Colombia prohíbe la palma de cera en semana santa y la fe se vuelve ecológica

La palma de cera, árbol nacional y hogar del loro orejiamarillo, ya no podrá ser parte de las celebraciones del Domingo de Ramos en Colombia. La medida, que se hará efectiva el 29 de marzo de 2026, ha generado un choque entre tradición religiosa y conservación ambiental que obliga a millones de fieles a reconfigurar uno de los rituales más arraigados del cristianismo en el país.

La historia es simple y demoledora: cada año, miles de palmas eran taladas para ser transformadas en ramos bendecidos que las familias colgaban en puertas y ventanas como amuletos de protección. La práctica, que se remonta a la entrada de Jesús en Jerusalén, se volvió una amenaza directa para el loro orejiamarillo, ave endémica que depende de estas palmas para sobrevivir. El resultado: una prohibición que puede costarle a quien la infrinja hasta 5.000 salarios mínimos y una condena de 5 a 11 años de cárcel.

La fe se reinventa con ramos de mazorca y pañuelos blancos

La respuesta de la Iglesia no se hizo esperar. En parroquias como Santa Ana de Baranoa, los feligreses ya ensayan nuevos rituales: hojas de mazorca tejidas con flores silvestres, plantas vivas en macetas decoradas y pañuelos blancos que ondean como símbolos de pureza. La transición no ha sido fácil. «Es como cambiar la receta del sancocho de tu abuela», me dijo una mujer mientras tejía un ramo con hojas de plátano en el atrio de la iglesia.

La ironía es palpable. La misma fe que inspiró durante siglos la deforestación ahora se convierte en su salvadora. Las autoridades ambientales reportan que en los últimos dos años, el tráfico de palma de cera ha caído un 73%, mientras que el turismo religioso —que mueve más de 3,2 billones de pesos anuales— se mantiene firme gracias a la creatividad de las comunidades.

Popayán, la ciudad cuyas procesiones son Patrimonio de la Humanidad, lidera el cambio. Allí, las palmas de cera se han reemplazado por ramos de palma pindo, especie importada de Argentina que crece como maleza en los Andes. El resultado: una procesión que mantiene su esplendor barroco sin sacrificar un solo árbol nativo.

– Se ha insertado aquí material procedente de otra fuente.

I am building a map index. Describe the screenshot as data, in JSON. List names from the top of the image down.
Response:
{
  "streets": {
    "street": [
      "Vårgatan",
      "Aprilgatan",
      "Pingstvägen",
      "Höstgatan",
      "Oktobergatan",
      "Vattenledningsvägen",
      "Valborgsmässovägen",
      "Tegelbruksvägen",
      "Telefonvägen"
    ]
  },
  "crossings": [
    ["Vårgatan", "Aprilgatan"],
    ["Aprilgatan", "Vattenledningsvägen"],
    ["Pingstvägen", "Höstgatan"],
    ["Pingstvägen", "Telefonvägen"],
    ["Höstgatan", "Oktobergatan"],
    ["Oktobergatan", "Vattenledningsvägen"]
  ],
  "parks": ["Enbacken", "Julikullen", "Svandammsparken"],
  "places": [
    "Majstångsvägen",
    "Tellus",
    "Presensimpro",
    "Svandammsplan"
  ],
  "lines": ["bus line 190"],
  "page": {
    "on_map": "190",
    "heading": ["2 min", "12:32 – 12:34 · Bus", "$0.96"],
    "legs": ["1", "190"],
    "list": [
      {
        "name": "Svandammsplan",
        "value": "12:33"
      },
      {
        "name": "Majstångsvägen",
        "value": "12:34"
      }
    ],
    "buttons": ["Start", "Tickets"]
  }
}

La semana santa se vuelve un laboratorio de sostenibilidad

La semana santa se vuelve un laboratorio de sostenibilidad

Lo que nadie cuenta es que esta prohibición está reconfigurando la economía de pueblos enteros. En San Basilio de Palenque, las mujeres que antes vendían palmas a 2.000 pesos la unidad ahora tejen ramos con hierbabuena y guáimaro, especies que crecen en sus patios. El negocio les rinde el triple. «Antes dependíamos del monte, ahora dependemos de nuestras manos», dice Maritza, mientras enrolla una cinta amarilla alrededor de un tallo de yuca.

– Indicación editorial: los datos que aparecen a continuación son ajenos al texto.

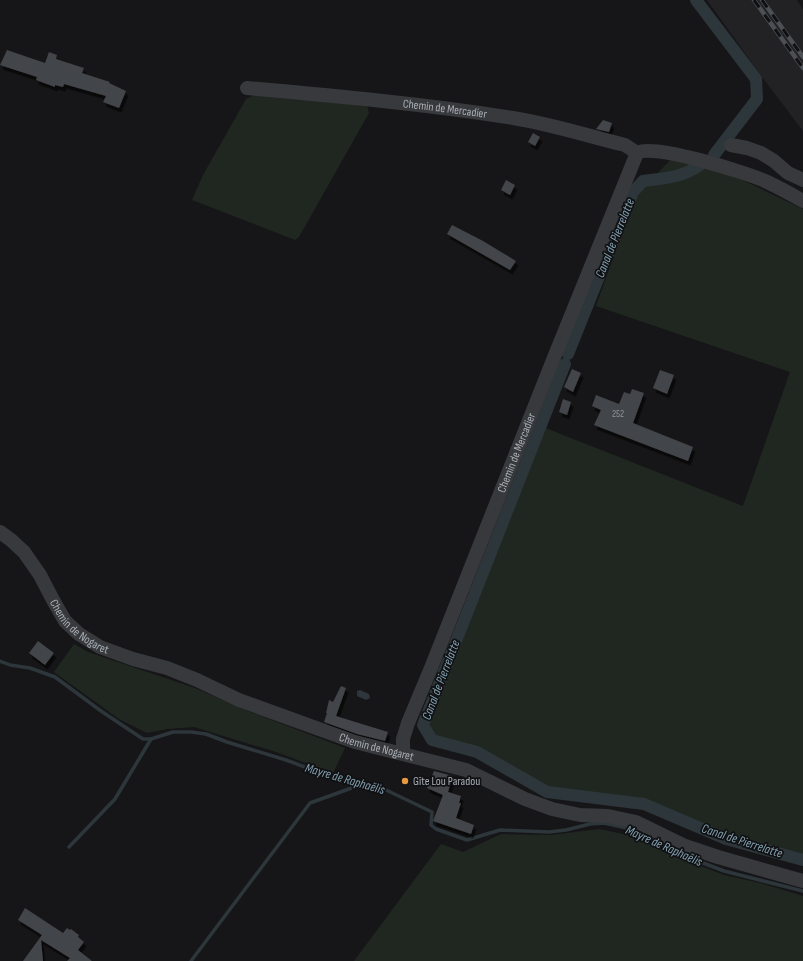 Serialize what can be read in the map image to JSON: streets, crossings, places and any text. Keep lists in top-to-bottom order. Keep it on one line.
{"streets":{"street":["Chemin de Mercadier","Chemin de Nogaret"]},"crossings":[["Chemin de Mercadier","Chemin de Nogaret"]],"water":["Canal de Pierrelatte","Mayre de Raphaëlis"],"places":["Gîte Lou Paradou"],"house_numbers":["252"]}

La cifra habla por sí sola: más de 450.000 colombianos han cambiado sus prácticas religiosas en los últimos 18 meses, según el Instituto Humboldt. El efecto dominó incluye desde artesanos que ahora exportan ramos sostenibles a Ecuador, hasta hoteles boutique que ofrecen «paquetes ecológicos» para turistas que quieren vivir la Semana Santa sin destruir el planeta.

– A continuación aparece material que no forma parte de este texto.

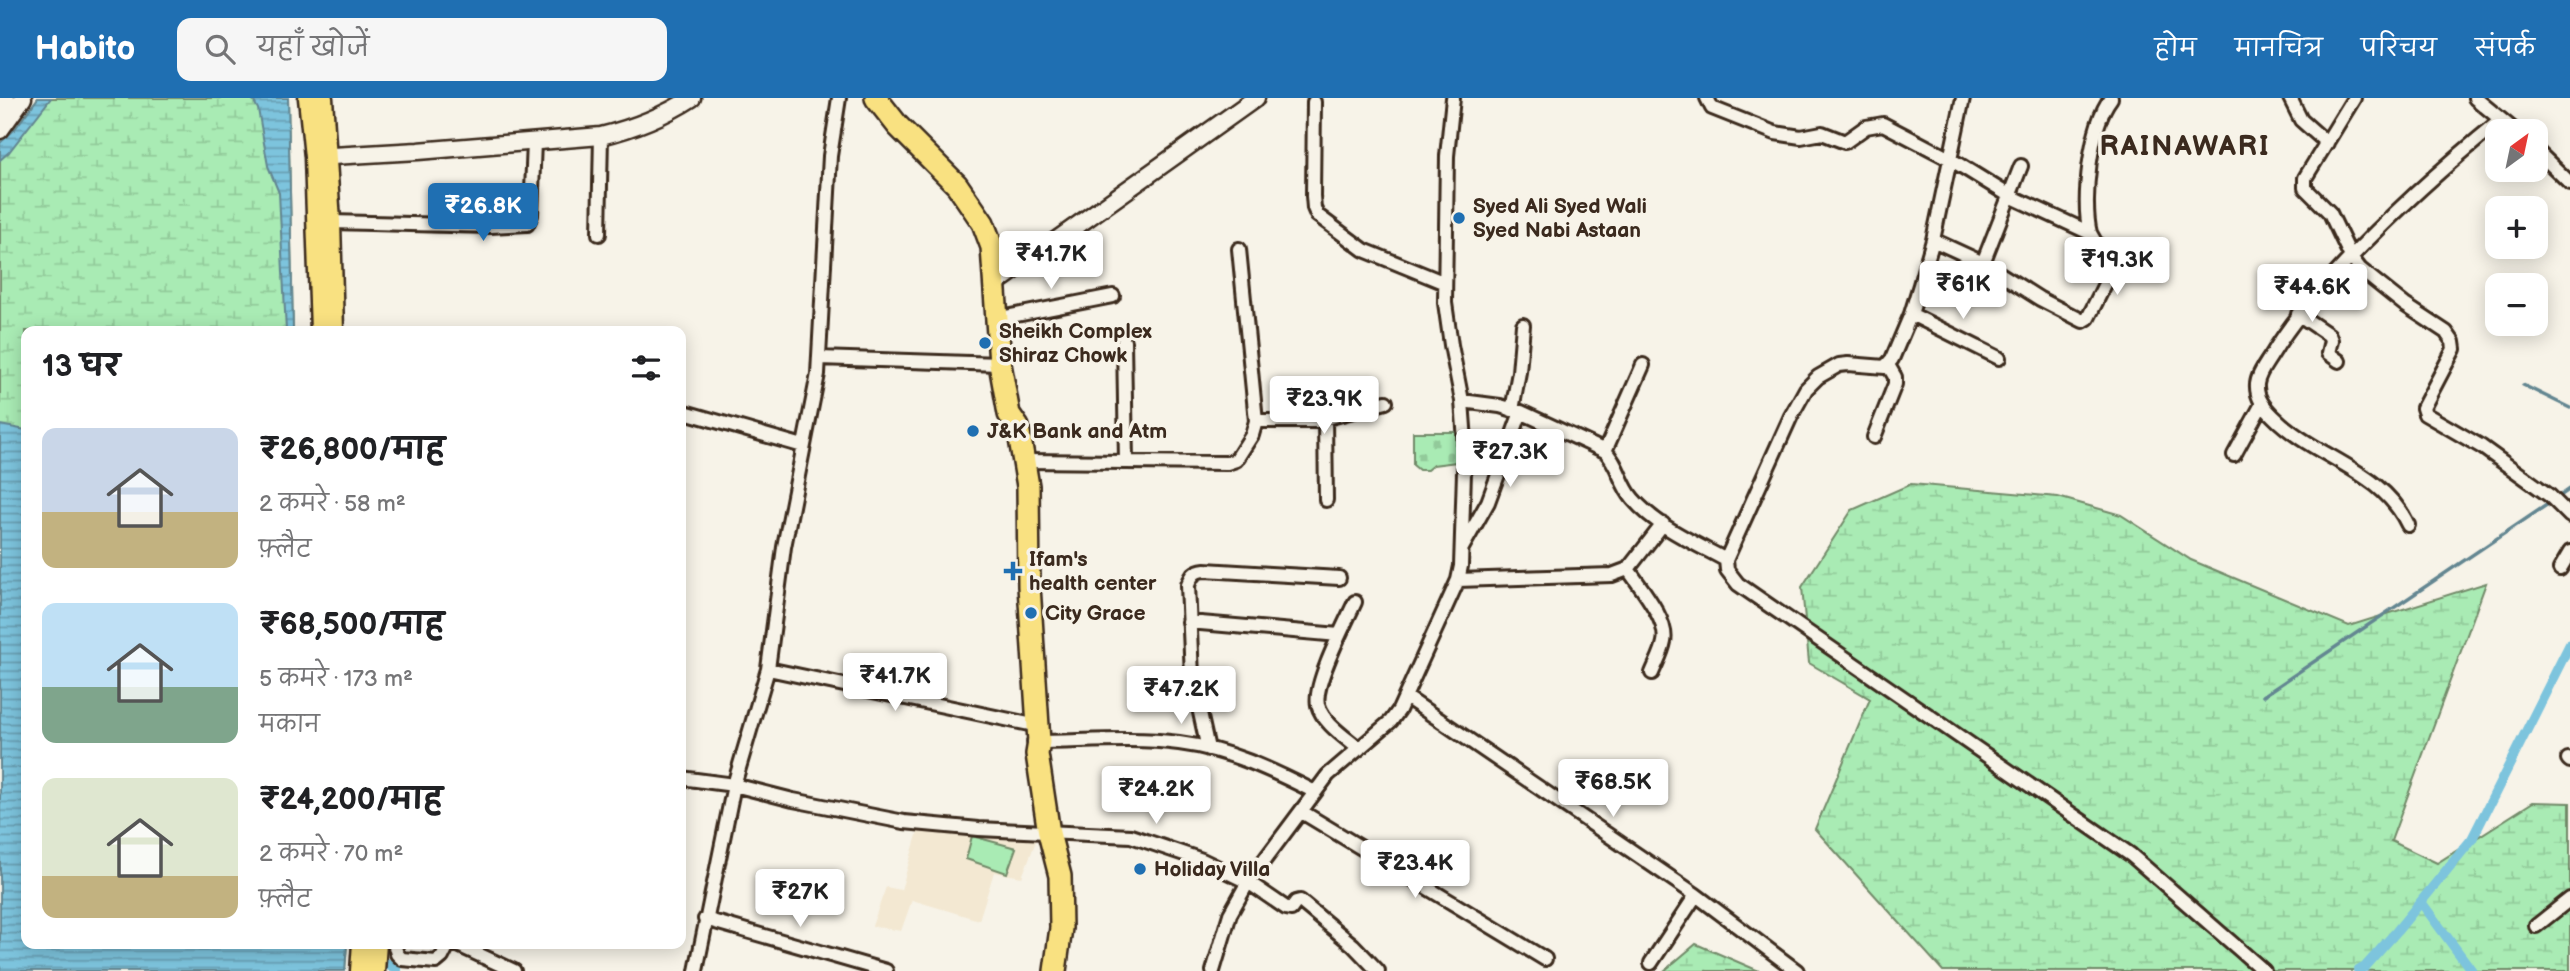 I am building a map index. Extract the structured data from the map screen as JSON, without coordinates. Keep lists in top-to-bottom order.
{
  "districts": ["RAINAWARI"],
  "places": {
    "other": [
      "Syed Ali Syed Wali Syed Nabi Astaan",
      "Sheikh Complex Shiraz Chowk",
      "J&K Bank and Atm",
      "City Grace",
      "Holiday Villa"
    ],
    "health": ["Ifam's health center"]
  },
  "north": "top right",
  "page": {
    "header": "Habito",
    "search": "यहाँ खोजें",
    "nav": [
      "होम",
      "मानचित्र",
      "परिचय",
      "संपर्क"
    ],
    "map_buttons": ["+", "−"],
    "price": [
      "₹26.8K",
      "₹41.7K",
      "₹19.3K",
      "₹61K",
      "₹44.6K",
      "₹23.9K",
      "₹27.3K",
      "₹41.7K",
      "₹47.2K",
      "₹68.5K",
      "₹24.2K",
      "₹23.4K",
      "₹27K"
    ],
    "heading": "13 घर",
    "list": [
      {
        "name": "₹26,800/माह",
        "note": "2 कमरे · 58 m² · फ़्लैट"
      },
      {
        "name": "₹68,500/माह",
        "note": "5 कमरे · 173 m² · मकान"
      },
      {
        "name": "₹24,200/माह",
        "note": "2 कमरे · 70 m² · फ़्लैट"
      }
    ]
  }
}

El domingo 29 de marzo, cuando las campanas toquen al mediodía, millones de colombianos sostendrán ramos que no son palmas. Serán símbolos de una fe que aprendió a evolucionar sin traicionar sus raíces. Las puertas de los hogares lucirán verde intenso, pero este año el color vendrá de la vida, no de la muerte. La tradición no murió: simplemente encontró una forma más inteligente de sobrevivir.